The status quo for disabled people in Canada is pretty abysmal: we are significantly over-represented under the poverty line and as victims of violence (especially true for disabled women, who are twice as likely as non-disabled women to be victims of violent crime). We struggle to have our needs accommodated in educational institutions, to access public transportation, to find housing, employment, recreation and even bathrooms we can pee in. We miss important family, work and social events because accessibility is a precondition necessary for our inclusion in people’s lives. Sixty per cent of human rights complaints in Canada relate to discrimination based on disability.
Only three provinces Ontario, Manitoba and Nova Scotia have provincial accessibility legislation. Newfoundland and Labrador has just begun public consultations with intent to introduce legislation, but my home province of British Columbia continues to lag behind. That’s part of the reason why we need comprehensive federal oversight.
Minus legislation, requests for accessibility improvements move at a glacial pace if they move at all. In 2017 when I joined the City of Vancouver’s Active Transportation Policy Council (ATPC), I learned that 8,000 of the 27,000 corners in Vancouver had no curb cuts and the city had only been budgeting around $300,000 annually since 2015 to install 40 new curb ramps a year. For contrast, the city budgeted $400,000 for removable barriers for a bike lane on a city bridge.
Without legislation I could cite to enforce a reasonable time frame, all I could do was draft an advisory council motion requesting the timeline be sometime within my lifetime. That was in November 2017. In February 2018, council passed a motion to prioritize the action, but with no dates or numbers. Last August TransLink announced one-time funding to retrofit 140 sidewalks near transit stations in 2019.
Compare that to the city of Seattle, for example, which is fixing or installing 22,500 curb ramps over the next 18 years. The difference? In the U.S. they have the Americans with Disabilities Act (ADA) and the city faced a lawsuit from three disabled men.
For decades, disabled Canadians have wanted and asked for a better, stronger, and easier to enforce version of the ADA. Instead we are getting sunny words about equal participation, opportunity and dignity, written around legislation that is too broad to actually achieve it.
The ADA is far from perfect, but it does have its strong points and one of them is reach. It requires public entities such as state and local governments to make their programs, services and activities accessible to disabled people and prohibits discrimination in privately owned, leased or operated facilities such as hotels, restaurants, retail merchants, doctor’s offices and so forth.
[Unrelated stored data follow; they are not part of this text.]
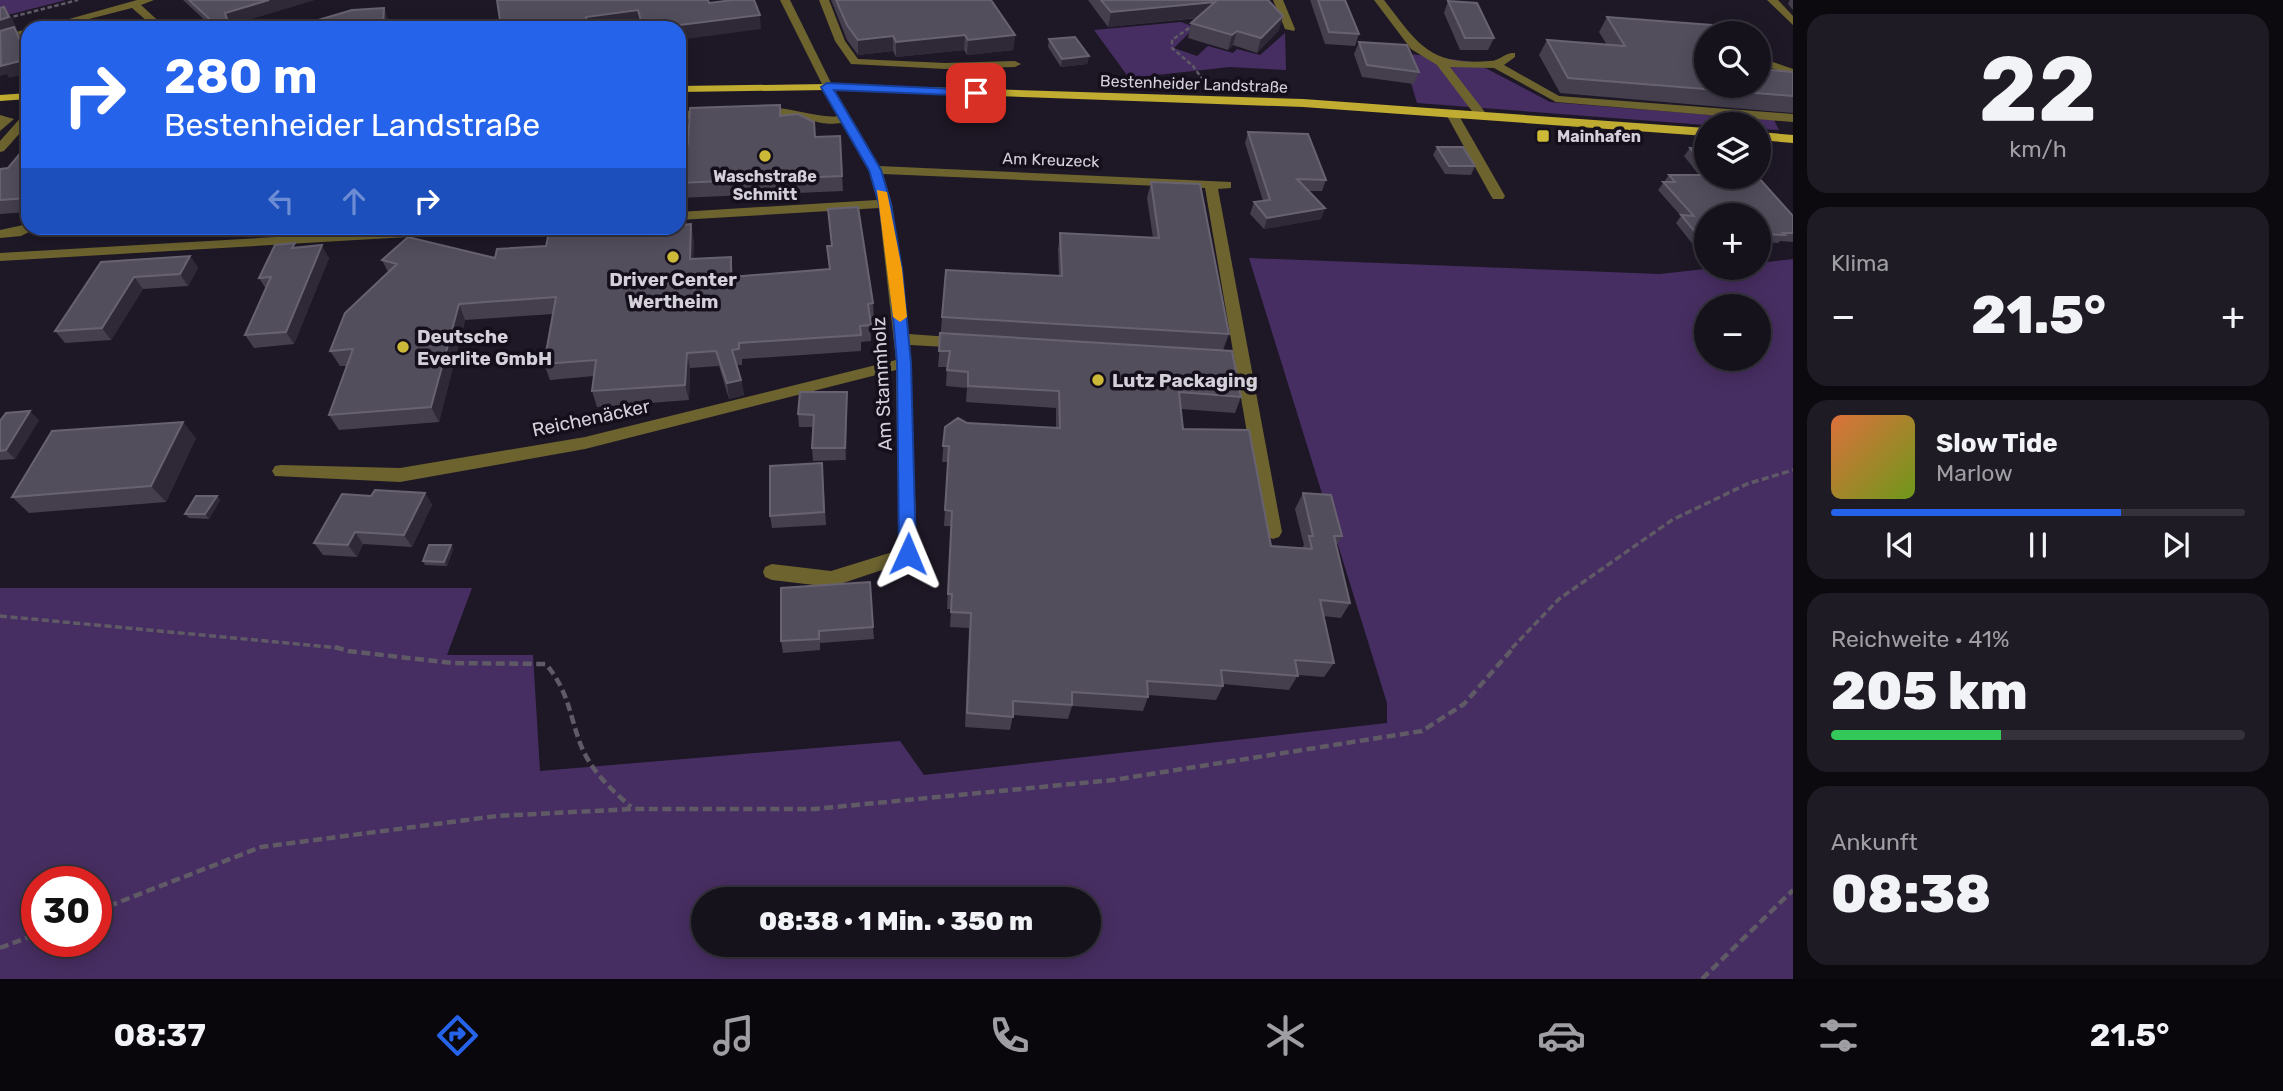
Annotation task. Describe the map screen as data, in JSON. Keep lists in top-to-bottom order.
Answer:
{
  "streets": {
    "main road": ["Bestenheider Landstraße"],
    "street": ["Am Kreuzeck", "Am Stammholz", "Reichenäcker"]
  },
  "crossings": [
    ["Bestenheider Landstraße", "Am Stammholz"],
    ["Am Kreuzeck", "Am Stammholz"],
    ["Am Stammholz", "Reichenäcker"]
  ],
  "places": {
    "transit": ["Mainhafen"],
    "other": [
      "Waschstraße Schmitt",
      "Driver Center Wertheim",
      "Deutsche Everlite GmbH",
      "Lutz Packaging"
    ]
  },
  "page": {
    "tile": [
      ["22", "km/h"],
      "Klima",
      ["Reichweite · 41%", "205 km"],
      ["Ankunft", "08:38"]
    ],
    "map_buttons": ["+", "−"],
    "turn": ["280 m", "Bestenheider Landstraße"],
    "heat": ["−", "21.5°", "+"],
    "song": ["Slow Tide", "Marlow"],
    "limit": "30",
    "trip": "08:38 · 1 Min. · 350 m",
    "tabs": ["08:37", "21.5°"]
  }
}
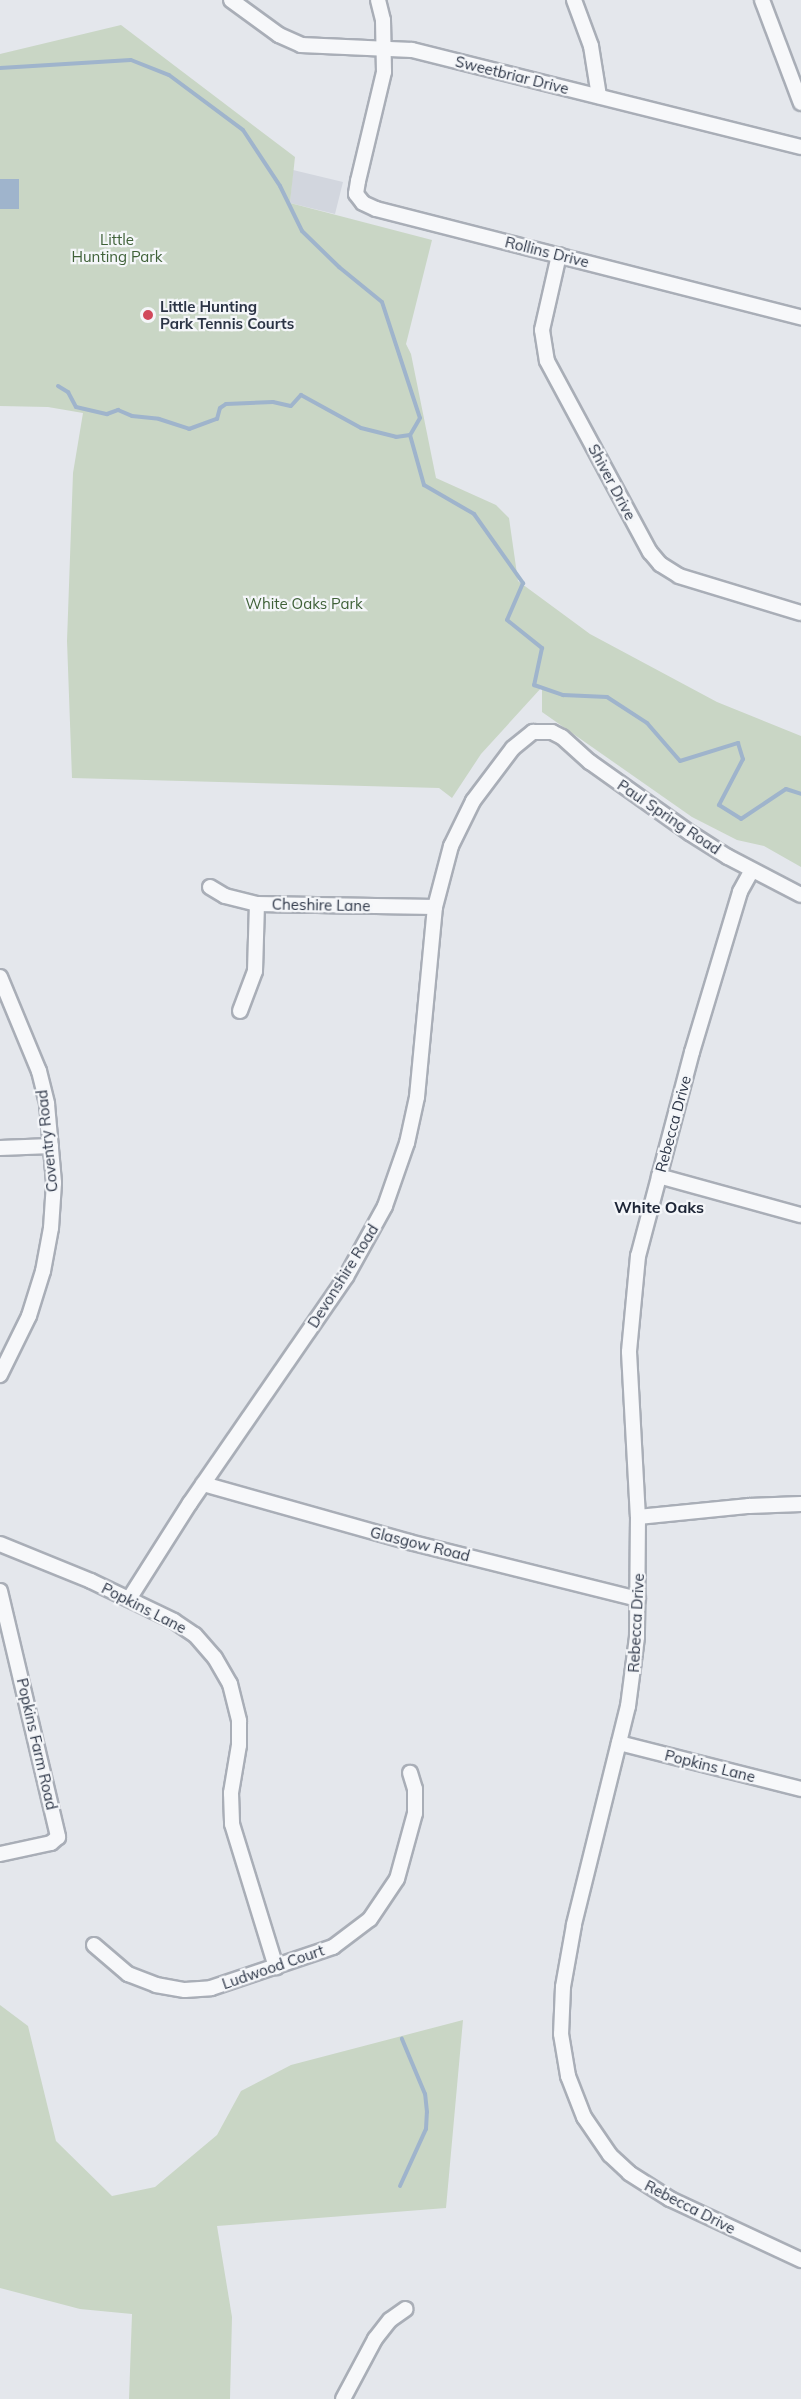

The Accessible Canada Act, in comparison, will apply to virtually none of the areas mentioned above. It limits itself to organizations within the purview of the federal government such as the military, parliament, banks, international and inter-provincial transportation, as well as broadcasting and telecommunications. And it farms out responsibility to various federal agencies including the CRTC, CTA, and Federal Public Sector Labour Relations and Employment Board. This will almost certainly result in confusion and disparate application and enforcement.
Bill C-81 comes off as the Liberal Party of Canada fulfilling an election promise nothing more. The danger here is that it might sate the appetite for change by picking off some low-hanging fruit putting in a ramp here or adding in an auto-door opener there without providing the foundation for the meaningful change disabled Canadians asked for, want and require.